Я поднял голову и увидел у костра высокую фигуру. На узком немолодом лице алело несколько искусственно расширенных шрамов[82]. Большой лоб, густые седые брови над проницательными глазами, длинные, гибкие кисти музыканта… Второй был ниже ростом, крепко сложен, молод, с невысоким, но широким лбом, немного скуластым, пятиугольным из-за острого подбородка лицом и очень спокойными карими глазами. Поражала его опрятная одежда: безупречно чистая лагерная куртка и отглаженные брюки. С утра он работал на грязном приборе, сейчас возится с лотком, а башмаки чуть не блестят! Он ответил своему собеседнику негромко, ровным низким голосом:
— И Фред его не бросает, терпит, не боится палки! Да, амикус цертус ин ре инцерта цернитур…[83]
От неожиданности я уставился на говорившего: ведь это не цитата, знакомая и сапожнику, как «темпора мутантур», — это малоизвестный Энний!
— Простите, вы давно с факультета? — Мы были теперь не зеки, а люди, среди которых принято обращаться на «вы».
— С прошлого года, был на третьем курсе, — ответил он по-немецки: его чуткое ухо мигом уловило мое произношение.
— А где учились?
— В Черновицах!
— О, там я знаю кое-кого… Вы будете?..
— Перун, Онуфрий, разрешите… — Он вежливо приподнял картуз — в лагере необычайное движение.
Так я познакомился с одним из самых светлых и порядочных людей, которых когда-либо встречал за колючей проволокой.
Возвращение Николая Перуна вызвало немало толков в скучающей украинской деревушке Загорки на Краковщине. Ее уроженец, давно покинувший отчие края, как-никак приехал из Америки и оттуда привез семью — жену и маленького сына. Скоро, однако, выяснилось, что «американка» была такой же украинкой, как все остальные здешние бабы, и уехала с родственниками за океан почти в одно время с Николаем — незадолго до первой мировой войны. Сколько ни старались соседи и редкие гости допытаться о том, что он видел, пережил, где работал — Перун упорно молчал или заговаривал на другую тему. Даже домашним он ни о чем не рассказывал, и только из своей метрики Онуфрий узнал, что родился в Чикаго.
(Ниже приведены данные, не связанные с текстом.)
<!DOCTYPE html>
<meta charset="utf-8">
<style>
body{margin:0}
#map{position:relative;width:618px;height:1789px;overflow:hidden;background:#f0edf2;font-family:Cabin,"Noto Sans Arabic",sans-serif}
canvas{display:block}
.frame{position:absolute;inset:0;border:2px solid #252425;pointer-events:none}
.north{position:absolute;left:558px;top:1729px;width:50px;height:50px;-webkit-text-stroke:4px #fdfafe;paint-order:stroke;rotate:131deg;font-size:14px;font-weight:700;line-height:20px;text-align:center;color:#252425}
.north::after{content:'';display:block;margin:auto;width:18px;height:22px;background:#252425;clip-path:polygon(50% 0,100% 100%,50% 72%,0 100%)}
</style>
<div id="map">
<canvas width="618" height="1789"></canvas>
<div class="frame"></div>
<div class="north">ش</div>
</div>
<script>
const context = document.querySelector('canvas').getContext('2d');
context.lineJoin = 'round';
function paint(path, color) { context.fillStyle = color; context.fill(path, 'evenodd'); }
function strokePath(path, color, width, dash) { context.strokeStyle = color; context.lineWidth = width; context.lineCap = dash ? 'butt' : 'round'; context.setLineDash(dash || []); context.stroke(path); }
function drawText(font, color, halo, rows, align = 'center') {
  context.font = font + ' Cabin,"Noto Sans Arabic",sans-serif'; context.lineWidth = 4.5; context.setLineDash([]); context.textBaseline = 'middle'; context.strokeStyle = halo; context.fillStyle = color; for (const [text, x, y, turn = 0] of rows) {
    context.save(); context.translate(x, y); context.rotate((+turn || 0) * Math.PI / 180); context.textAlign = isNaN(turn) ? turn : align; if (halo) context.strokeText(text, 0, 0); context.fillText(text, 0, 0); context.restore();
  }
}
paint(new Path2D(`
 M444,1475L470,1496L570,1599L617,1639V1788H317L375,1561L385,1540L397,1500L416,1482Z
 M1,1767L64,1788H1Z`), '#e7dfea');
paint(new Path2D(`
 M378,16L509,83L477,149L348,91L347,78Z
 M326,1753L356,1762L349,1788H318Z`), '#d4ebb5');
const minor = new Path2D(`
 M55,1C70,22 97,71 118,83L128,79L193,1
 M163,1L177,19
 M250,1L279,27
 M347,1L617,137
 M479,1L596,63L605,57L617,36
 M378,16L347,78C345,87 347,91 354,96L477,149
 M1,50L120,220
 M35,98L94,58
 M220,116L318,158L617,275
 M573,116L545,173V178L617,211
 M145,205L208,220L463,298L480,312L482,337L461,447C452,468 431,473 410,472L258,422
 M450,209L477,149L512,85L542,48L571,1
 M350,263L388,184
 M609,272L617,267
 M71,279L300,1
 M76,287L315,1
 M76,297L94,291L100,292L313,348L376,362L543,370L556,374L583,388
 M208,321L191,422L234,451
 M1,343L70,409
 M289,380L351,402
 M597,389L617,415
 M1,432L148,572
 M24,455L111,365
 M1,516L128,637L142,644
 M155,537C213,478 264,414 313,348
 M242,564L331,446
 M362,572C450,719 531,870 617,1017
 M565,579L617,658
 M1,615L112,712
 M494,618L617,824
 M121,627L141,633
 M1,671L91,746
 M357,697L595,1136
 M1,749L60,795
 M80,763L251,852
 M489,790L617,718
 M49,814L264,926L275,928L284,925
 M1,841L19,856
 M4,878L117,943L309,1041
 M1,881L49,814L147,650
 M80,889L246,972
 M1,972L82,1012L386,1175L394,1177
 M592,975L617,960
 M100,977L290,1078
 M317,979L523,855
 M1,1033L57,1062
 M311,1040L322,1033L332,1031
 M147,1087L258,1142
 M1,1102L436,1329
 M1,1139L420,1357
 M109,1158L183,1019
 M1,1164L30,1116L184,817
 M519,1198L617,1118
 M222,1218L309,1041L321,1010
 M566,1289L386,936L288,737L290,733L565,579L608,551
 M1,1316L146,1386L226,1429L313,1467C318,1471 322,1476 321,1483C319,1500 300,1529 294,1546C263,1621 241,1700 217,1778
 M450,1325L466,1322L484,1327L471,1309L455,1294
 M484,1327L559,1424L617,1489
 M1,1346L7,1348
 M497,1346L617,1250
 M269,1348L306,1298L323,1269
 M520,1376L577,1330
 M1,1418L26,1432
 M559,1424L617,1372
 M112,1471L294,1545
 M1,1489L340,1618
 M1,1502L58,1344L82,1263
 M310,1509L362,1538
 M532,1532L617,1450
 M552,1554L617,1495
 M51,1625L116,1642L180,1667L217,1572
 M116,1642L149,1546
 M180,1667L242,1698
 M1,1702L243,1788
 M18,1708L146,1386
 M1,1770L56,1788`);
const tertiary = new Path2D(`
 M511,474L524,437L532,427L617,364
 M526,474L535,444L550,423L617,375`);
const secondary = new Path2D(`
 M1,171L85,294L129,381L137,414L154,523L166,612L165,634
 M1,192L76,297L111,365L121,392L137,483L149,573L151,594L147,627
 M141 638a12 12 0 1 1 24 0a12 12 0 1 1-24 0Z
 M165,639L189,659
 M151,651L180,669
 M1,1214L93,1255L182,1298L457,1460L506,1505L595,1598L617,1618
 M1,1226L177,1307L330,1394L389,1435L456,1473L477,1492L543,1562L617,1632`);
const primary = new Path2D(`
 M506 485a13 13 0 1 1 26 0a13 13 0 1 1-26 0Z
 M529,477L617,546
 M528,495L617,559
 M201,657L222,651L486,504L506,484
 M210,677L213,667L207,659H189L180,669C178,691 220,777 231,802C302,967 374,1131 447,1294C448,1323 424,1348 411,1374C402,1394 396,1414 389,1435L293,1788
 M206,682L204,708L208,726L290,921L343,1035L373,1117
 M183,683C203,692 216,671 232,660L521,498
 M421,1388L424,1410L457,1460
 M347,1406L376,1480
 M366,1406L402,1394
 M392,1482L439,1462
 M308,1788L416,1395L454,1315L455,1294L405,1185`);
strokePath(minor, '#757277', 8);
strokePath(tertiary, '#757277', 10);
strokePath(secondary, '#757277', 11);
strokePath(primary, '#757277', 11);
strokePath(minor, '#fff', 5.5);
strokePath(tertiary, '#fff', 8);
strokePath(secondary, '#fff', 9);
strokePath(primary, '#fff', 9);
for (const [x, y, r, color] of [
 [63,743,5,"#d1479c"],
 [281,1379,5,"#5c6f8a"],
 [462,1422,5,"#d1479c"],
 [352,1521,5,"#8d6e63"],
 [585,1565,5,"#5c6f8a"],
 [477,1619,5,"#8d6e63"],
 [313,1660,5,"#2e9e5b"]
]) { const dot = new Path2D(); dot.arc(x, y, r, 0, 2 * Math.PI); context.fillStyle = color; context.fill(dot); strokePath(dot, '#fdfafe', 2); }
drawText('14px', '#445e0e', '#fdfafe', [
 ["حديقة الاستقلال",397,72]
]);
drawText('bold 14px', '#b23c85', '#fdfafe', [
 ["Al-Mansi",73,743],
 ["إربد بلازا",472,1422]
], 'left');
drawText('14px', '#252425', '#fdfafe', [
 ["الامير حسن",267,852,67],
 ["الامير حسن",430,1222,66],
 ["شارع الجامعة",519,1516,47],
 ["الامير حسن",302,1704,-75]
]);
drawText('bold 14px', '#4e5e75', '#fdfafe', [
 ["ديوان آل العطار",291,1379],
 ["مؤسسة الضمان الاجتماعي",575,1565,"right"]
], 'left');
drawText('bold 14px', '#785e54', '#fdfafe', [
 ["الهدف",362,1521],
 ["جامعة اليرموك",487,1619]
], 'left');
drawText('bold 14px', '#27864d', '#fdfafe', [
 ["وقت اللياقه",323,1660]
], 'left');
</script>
Николай Перун не нажил богатства в стране неограниченных возможностей, но привез достаточно, чтобы купить клочок земли недалеко от хаты матери, которой он все годы посылал деньги — она вдовела и нужда в доме была причиной отъезда единственного сына. Теперь он приводил хату в порядок, пристроил большую комнату, начал заниматься своим крестьянским делом. Соседи заметили, что он работал не покладая рук, а жена от него не отставала. Несколько хороших урожаев подряд, трудолюбие и умеренность помогли Перуну со временем стать зажиточным крестьянином в Загорках.
После Онуфрия у Олены родились еще две дочери и мальчик, который скоро умер. Онуфрий рос, как все дети, ходил зимой в польскую школу, летом играл с другими хлопчиками, бегал с ними на речку купаться, рано начал помогать матери на огороде, а потом отцу в поле. В свободное время он пристрастился к чтению и в десять лет перечитал все книги, какие мог достать в деревне, включая скудную школьную библиотеку. Отец бил мальчика, когда заставал его за чтением: Перун-старший привез из Америки не только лютую ненависть к моторам, механизмам, любому скоплению людей и шуму, но и к учению, которое считал причиной всего беспокойства и зла, выгнавших его из Штатов.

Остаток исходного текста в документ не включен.